The notions of symmetric, harmonically symmetric, $p$ -symmetric, geometrically symmetric are examples of Definition 2. These are defined explicitly in ^[8,9,10].

We have obtained the following versions of the Fejér-Hadamard inequality for convex function with respect to a strictly monotone function.
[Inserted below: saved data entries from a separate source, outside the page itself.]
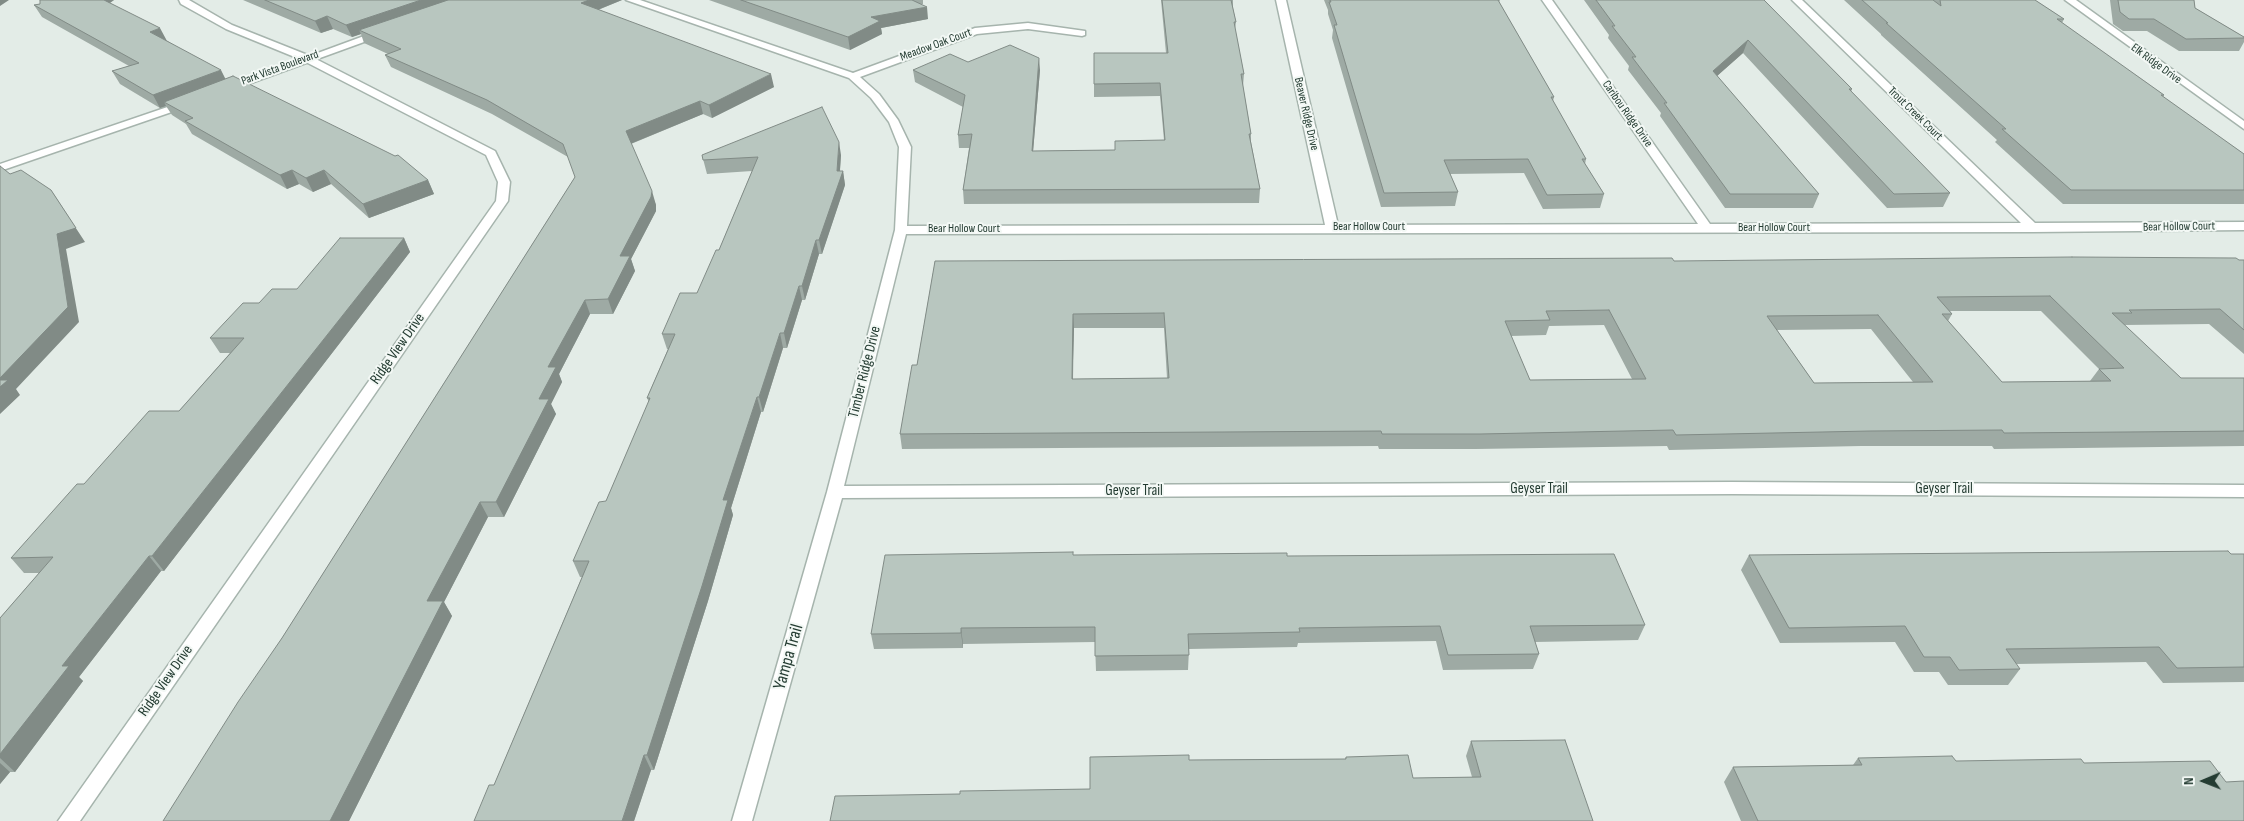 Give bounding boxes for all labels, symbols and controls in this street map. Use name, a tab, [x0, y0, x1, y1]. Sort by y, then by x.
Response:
street label: Meadow Oak Court	[898, 25, 974, 65]
street label: Elk Ridge Drive	[2128, 41, 2184, 87]
street label: Park Vista Boulevard	[239, 47, 321, 89]
street label: Beaver Ridge Drive	[1291, 76, 1321, 152]
street label: Caribou Ridge Drive	[1599, 78, 1655, 150]
street label: Trout Creek Court	[1884, 84, 1946, 144]
street label: Bear Hollow Court	[2143, 219, 2215, 235]
street label: Bear Hollow Court	[1333, 220, 1405, 234]
street label: Bear Hollow Court	[1738, 221, 1810, 235]
street label: Bear Hollow Court	[928, 222, 1000, 236]
street label: Ridge View Drive	[367, 310, 429, 388]
street label: Timber Ridge Drive	[845, 324, 885, 420]
street label: Geyser Trail	[1510, 480, 1568, 498]
street label: Geyser Trail	[1915, 480, 1973, 498]
street label: Geyser Trail	[1105, 482, 1163, 500]
street label: Yampa Trail	[769, 622, 809, 692]
street label: Ridge View Drive	[135, 642, 197, 720]
north arrow	[2179, 756, 2229, 806]
text: N	[2180, 777, 2197, 785] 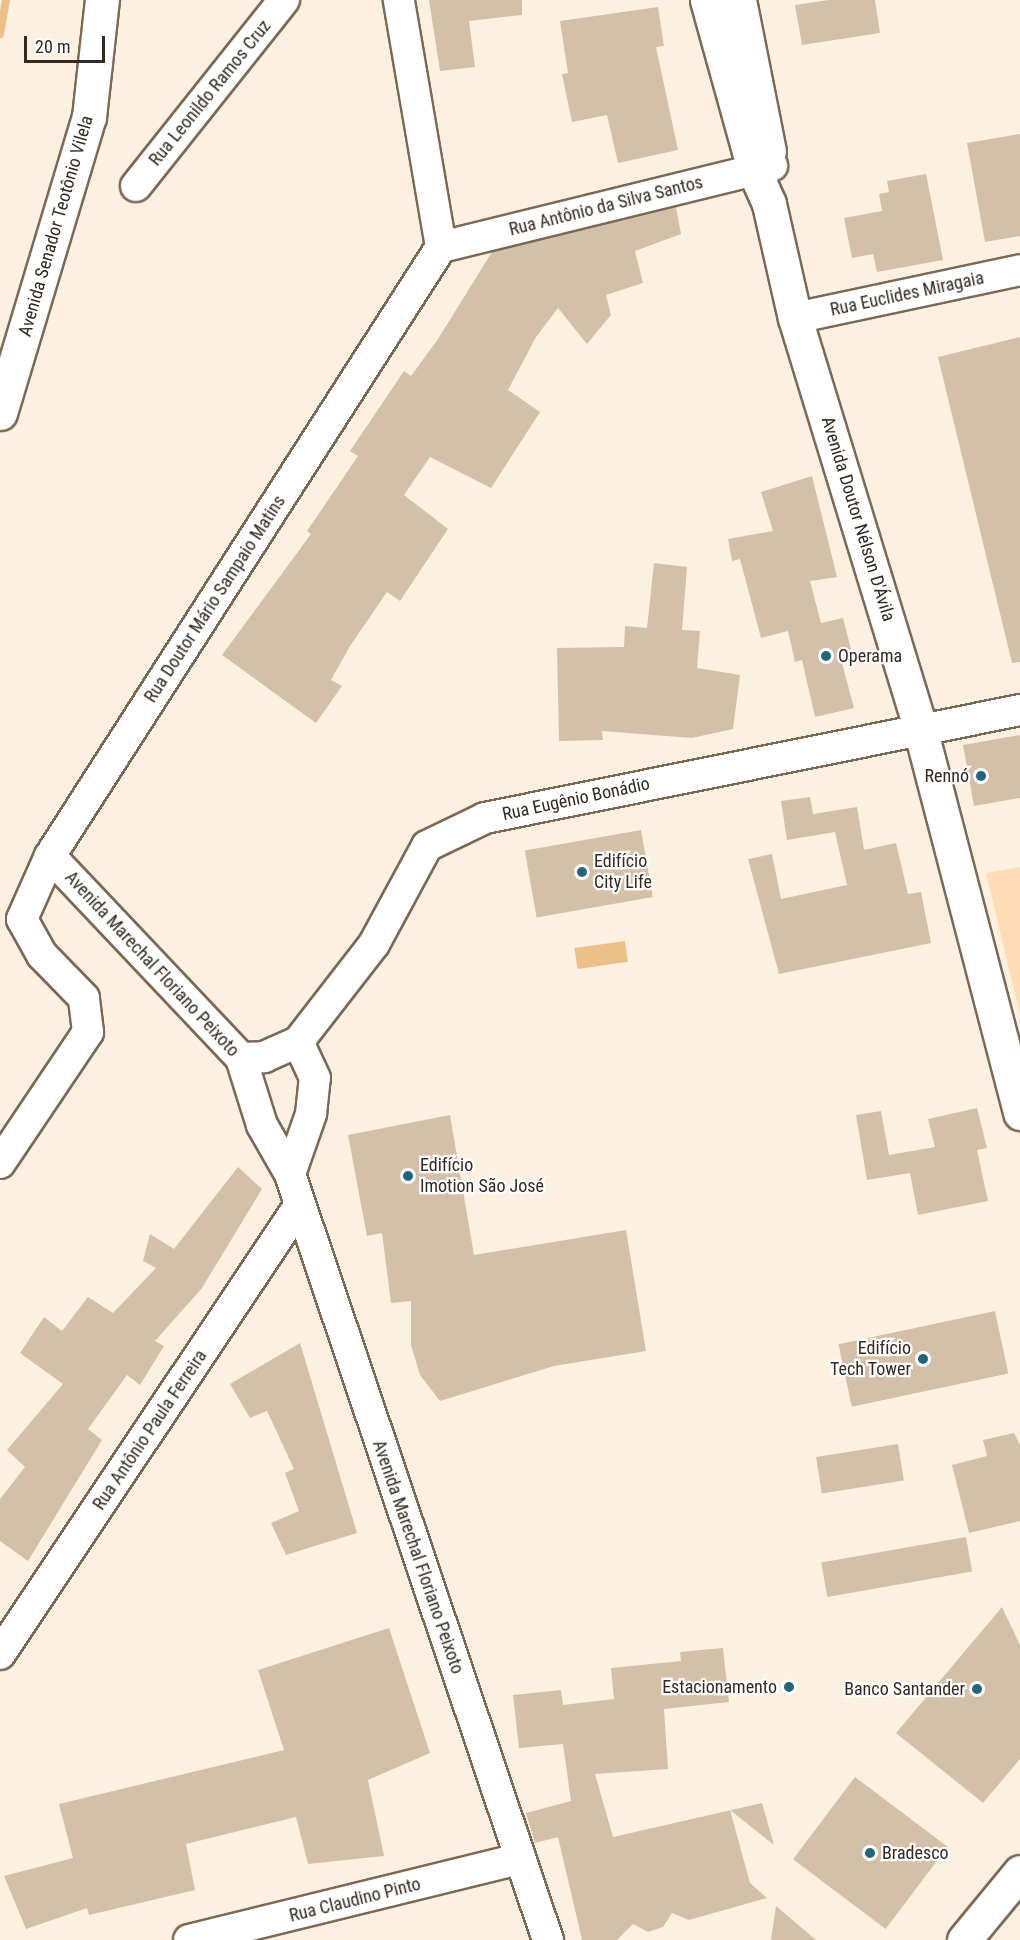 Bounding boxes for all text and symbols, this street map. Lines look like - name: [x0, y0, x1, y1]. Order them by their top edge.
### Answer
- street label: Rua Leonildo Ramos Cruz: [144, 16, 276, 170]
- scale bar: [27, 24, 108, 62]
- text: 20 m: [35, 36, 70, 57]
- street label: Avenida Senador Teotônio Vilela: [14, 113, 98, 339]
- street label: Rua Antônio da Silva Santos: [507, 171, 705, 241]
- street label: Rua Euclides Miragaia: [828, 267, 986, 321]
- street label: Avenida Doutor Nélson D'Ávila: [817, 414, 899, 624]
- street label: Rua Doutor Mário Sampaio Matins: [140, 491, 290, 707]
- place label: Operama: [838, 645, 902, 667]
- marker: Operama: [819, 649, 833, 663]
- place label: Rennó: [925, 765, 969, 787]
- marker: Rennó: [974, 769, 988, 783]
- street label: Rua Eugênio Bonádio: [500, 773, 652, 825]
- place label: Edifício City Life: [594, 851, 652, 894]
- marker: Edifício City Life: [575, 865, 589, 879]
- street label: Avenida Marechal Floriano Peixoto: [60, 867, 244, 1061]
- place label: Edifício Imotion São José: [420, 1155, 544, 1198]
- marker: Edifício Imotion São José: [401, 1169, 415, 1183]
- place label: Edifício Tech Tower: [830, 1338, 911, 1380]
- street label: Rua Antônio Paula Ferreira: [88, 1346, 212, 1514]
- marker: Edifício Tech Tower: [916, 1352, 930, 1366]
- street label: Avenida Marechal Floriano Peixoto: [368, 1437, 468, 1677]
- place label: Estacionamento: [662, 1676, 777, 1698]
- place label: Banco Santander: [844, 1678, 965, 1700]
- marker: Estacionamento: [782, 1680, 796, 1694]
- marker: Banco Santander: [970, 1682, 984, 1696]
- place label: Bradesco: [882, 1842, 949, 1864]
- marker: Bradesco: [863, 1846, 877, 1860]
- street label: Rua Claudino Pinto: [287, 1873, 423, 1927] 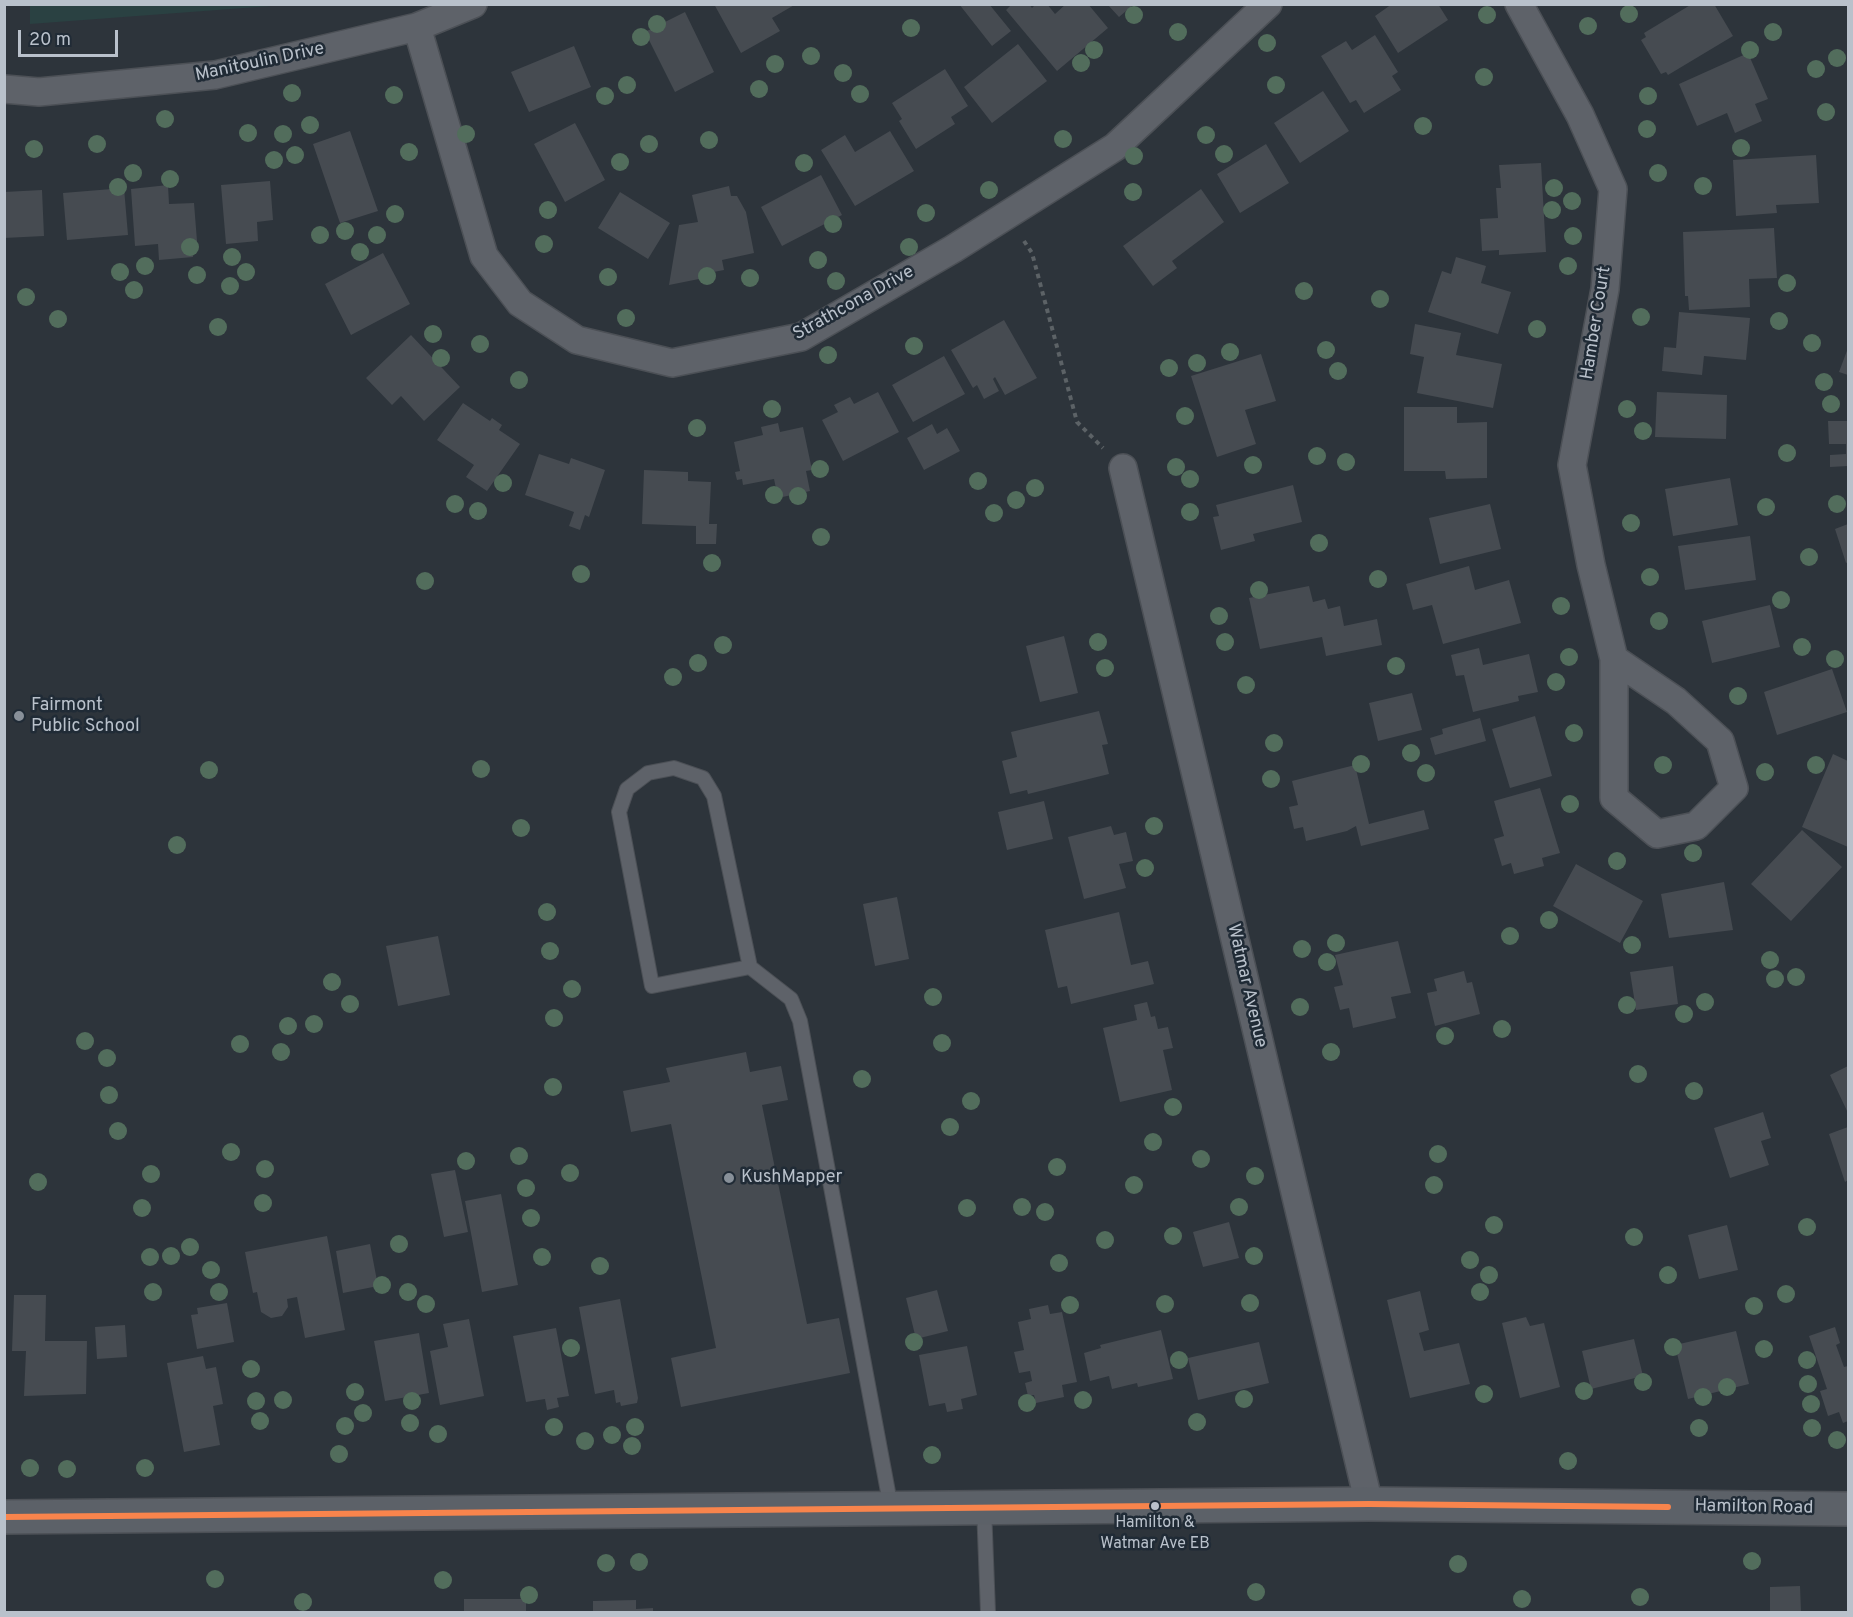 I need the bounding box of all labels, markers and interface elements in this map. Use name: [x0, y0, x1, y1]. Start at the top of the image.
scale bar: [21, 18, 122, 56]
text: 20 m: [29, 29, 71, 52]
street label: Manitoulin Drive: [193, 39, 327, 87]
street label: Strathcona Drive: [790, 262, 918, 346]
street label: Hamber Court: [1577, 265, 1617, 381]
place label: Fairmont Public School: [31, 695, 140, 738]
marker: Fairmont Public School: [12, 709, 26, 723]
street label: Watmar Avenue: [1221, 922, 1271, 1050]
place label: KushMapper: [741, 1167, 843, 1189]
marker: KushMapper: [722, 1171, 736, 1185]
street label: Hamilton Road: [1694, 1496, 1814, 1520]
marker: Hamilton & Watmar Ave EB: [1149, 1500, 1161, 1512]
place label: Hamilton & Watmar Ave EB: [1100, 1514, 1210, 1552]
Theorem 2. ^[7] Let $I, J$ be intervals in $\mathbb{R}$ and $\psi:[a, b]\subset I\rightarrow \mathbb{R}$ be a convex function, also let $\varphi:J\supset [a, b]\rightarrow \mathbb{R}$ be a strictly monotone function. Further, let $\psi$ be convex with respect to $\varphi$ , and $\eta: [a, b]\rightarrow \mathbb{R}$ be non-negative integrable and symmetric with respect to $\varphi$ about $\frac{\varphi(a)+\varphi(b)}{2}$ . Then the following inequality holds:

$\begin{align} &\psi\left(\varphi^{-1}\left(\frac{\varphi(a)+\varphi(b)}{2}\right)\right)\int_{\varphi(a)}^{\varphi(b)} \eta\left(\varphi^{-1}(t)\right) d\xi\leq \int_{\varphi(a)}^{\varphi(b)} \psi\left(\varphi^{-1}(t)\right) \eta\left(\varphi^{-1}(t)\right) d\xi\\&\leq\frac{\psi(a)+\psi(b)}{2}\int_{\varphi(a)}^{\varphi(b)} \eta\left(\varphi^{-1}(t)\right) d\xi. \end{align}$

(1.12)

The aim of this paper is to give two Riemann-Liouville fractional versions of the Fejér-Hadamard inequality for convex function with respect to a strictly monotone function by using symmetricity with respect to strictly monotone function. These Fejér-Hadamard inequalities for specific strictly monotone functions will give results for convex, geometric convex, harmonically convex and $p$ -convex functions published by different authors in ^{[5,7,8,9,10,11,12,13,14,15,16]}. The following definition gives the left as well as right Riemann-Liouville fractional integral operators:

Definition 3. ^[17] Let $\mu > 0$ and $\psi \in L_1[a, b]$ . Then Riemann-Liouville fractional integral operators of order $\mu$ are defined by:

$\begin{equation} I^{\mu}_{a^+}\psi(x): = \frac{1}{\Gamma(\mu)}\int^{x}_{a}{\frac{\psi(t)}{(x-t)^{{1-\mu}}}}dt, \quad x > a \end{equation}$

(1.13)

$\begin{equation} I^{\mu}_{b^-}\psi(x): = \frac{1}{\Gamma(\mu)}\int^{b}_{x}{\frac{\psi(t)}{(t-x)^{1-{\mu}}}}dt, \quad x < b, \end{equation}$

(1.14)

where $\Gamma(.)$ is notation for the gamma function.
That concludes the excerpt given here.